• Leon Kirchner
  • The Forbidden (2008)

  • Associated Music Publishers Inc (World)
  • 2.2+ca.2.2/4.3.3.1/tmp.3perc/pf(cel)/str
  • 15 min

Programme Note

Premiere
16 October 2008
Boston Symphony Orchestra
James Levine, conductor
Boston, MA

Composer note
During my student days, I had the privilege of studying theory, analysis and composition with Arnold Schoenberg, one of the great masters of the structure and function of “the theoretical” in music of past centuries, in its “process” in the works of Beethoven, Brahms, Haydn, Bach, Mozart, Mahler, Bruckner, Debussy, etc. And yet he was the master of what is, unfortunately, often call the twelve-tone “system” Twelve tone what? “System?” He disliked the implications of this word and substituted “technique” (twelve-tone technique).

His works have lost neither their communicative power nor their singular formal structure. As stated by Paul Rosenfeld in the early 1920s, Schoenberg is “one of the exquisites among musicians…Since Debussy no one has written daintier, frailer, more diaphanous music. The solo cello in Serenade is beautiful as scarcely anything in the new music is beautiful.”

I remember as well, Schoenberg himself in a class I attended saying: “One can still write a masterpiece in C major, given the talent for composition.”

Composition itself has grown too difficult, desperately difficult. Where work and sincerity no longer agree, how is one to work? But so it is, my friend—the masterpiece, the structure in equilibrium, belongs to traditional art, emancipated art disavows it. The matter has its beginnings in your having no right of command whatsoever over all former combinations of tones. The diminished seventh, an impossibility; certain chromatic passing notes, an impossibility. Every better composer bears within him a canon of what is forbidden, of what forbids itself, which by now embraces the very means of tonality, and thus all traditional music…The diminished seventh is right and eloquent at the opening of Opus 111. It corresponds to Beethoven’s general technical niveau, does it not? …The principal of tonality and its dynamics lend the chord its specific weight. Which it has lost—through historical process no one can reverse.

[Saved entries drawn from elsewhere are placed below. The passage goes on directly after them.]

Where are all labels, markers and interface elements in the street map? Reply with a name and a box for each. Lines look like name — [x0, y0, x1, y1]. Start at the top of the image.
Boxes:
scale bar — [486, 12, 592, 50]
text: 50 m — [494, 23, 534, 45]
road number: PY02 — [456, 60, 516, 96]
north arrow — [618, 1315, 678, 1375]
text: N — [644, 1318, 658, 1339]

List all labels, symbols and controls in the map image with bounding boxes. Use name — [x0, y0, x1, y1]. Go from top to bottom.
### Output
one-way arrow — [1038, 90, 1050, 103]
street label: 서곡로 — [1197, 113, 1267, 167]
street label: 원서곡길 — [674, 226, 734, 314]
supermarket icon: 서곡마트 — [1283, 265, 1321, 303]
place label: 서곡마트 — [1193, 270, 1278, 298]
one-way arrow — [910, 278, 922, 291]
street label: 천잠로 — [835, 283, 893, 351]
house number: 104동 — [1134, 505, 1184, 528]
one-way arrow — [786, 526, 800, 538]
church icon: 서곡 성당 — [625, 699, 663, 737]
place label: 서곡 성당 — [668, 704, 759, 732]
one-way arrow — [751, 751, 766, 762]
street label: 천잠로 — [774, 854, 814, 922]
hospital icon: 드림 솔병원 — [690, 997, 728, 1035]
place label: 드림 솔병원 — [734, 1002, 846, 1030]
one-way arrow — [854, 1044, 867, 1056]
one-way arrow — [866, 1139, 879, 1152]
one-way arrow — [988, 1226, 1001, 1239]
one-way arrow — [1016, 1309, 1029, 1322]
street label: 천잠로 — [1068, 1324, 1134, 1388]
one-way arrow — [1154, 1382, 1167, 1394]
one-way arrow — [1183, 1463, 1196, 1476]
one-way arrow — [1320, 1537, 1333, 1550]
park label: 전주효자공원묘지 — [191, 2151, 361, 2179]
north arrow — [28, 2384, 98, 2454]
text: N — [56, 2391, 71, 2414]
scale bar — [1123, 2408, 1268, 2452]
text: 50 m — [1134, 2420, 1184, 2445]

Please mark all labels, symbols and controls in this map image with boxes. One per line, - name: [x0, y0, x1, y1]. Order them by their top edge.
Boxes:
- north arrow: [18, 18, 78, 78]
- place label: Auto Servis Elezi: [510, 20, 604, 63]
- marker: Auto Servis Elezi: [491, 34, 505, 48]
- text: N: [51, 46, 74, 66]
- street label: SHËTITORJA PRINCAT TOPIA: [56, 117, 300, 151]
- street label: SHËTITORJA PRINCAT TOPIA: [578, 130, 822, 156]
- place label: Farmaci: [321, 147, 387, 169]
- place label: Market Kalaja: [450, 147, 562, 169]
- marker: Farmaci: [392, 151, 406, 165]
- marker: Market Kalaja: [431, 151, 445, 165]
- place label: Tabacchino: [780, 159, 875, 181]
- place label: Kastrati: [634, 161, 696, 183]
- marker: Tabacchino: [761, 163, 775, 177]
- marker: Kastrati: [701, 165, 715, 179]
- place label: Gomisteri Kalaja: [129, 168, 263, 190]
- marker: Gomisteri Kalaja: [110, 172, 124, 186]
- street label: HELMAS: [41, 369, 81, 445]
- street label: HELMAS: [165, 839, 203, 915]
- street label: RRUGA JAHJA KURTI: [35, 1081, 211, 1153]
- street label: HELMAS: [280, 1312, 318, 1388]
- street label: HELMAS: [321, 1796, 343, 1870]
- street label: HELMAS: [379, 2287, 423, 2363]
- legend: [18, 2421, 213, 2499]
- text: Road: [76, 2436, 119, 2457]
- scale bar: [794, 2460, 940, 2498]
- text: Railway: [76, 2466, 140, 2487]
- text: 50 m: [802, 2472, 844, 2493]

So once again theory and practice had gone their separate ways, guided by “historical process.” In this case, the Devil sells a new theory to a composer of genius, Adrian Leverkühn (presumably Arnold Schoenberg) in Thomas Mann’s great novel, Dr. Faustus. But even in the great ones such as Palladio, Schoenberg, et al., their theories hardly begin to “cover” their works. The most recent example is the dethroned theorist, Derrida: “No piece of writing is exactly what it seems”; it is “laden with ambiguities, contradictions.” Once can speculate interestingly on the reversal in Palladio’s heavenly derangement of his theories in his actual works, not in his drawings, leaving us with the overwhelming impression that something of greatest importance is missing in his theories.

I decided not to take the Devil’s advice, I pursued further this intricate and profound connection between past and present, and, utilizing what I have learned concerning the characteristic elements of contemporary music, I experimented with the idea that Schoenberg tossed out: “One can write a masterpiece in C.” Whether this is possible or not, it is certainly a worthy trial, a pursuit that Schoenberg, ,revealed in pieces like the Chamber Symphony Opus 38, particularly its second and final movement. It is a seductive idea, one that I have been pursuing of late, to reveal possibly one of the ways that necessary intimacies between the past and present keep the art of music alive and well.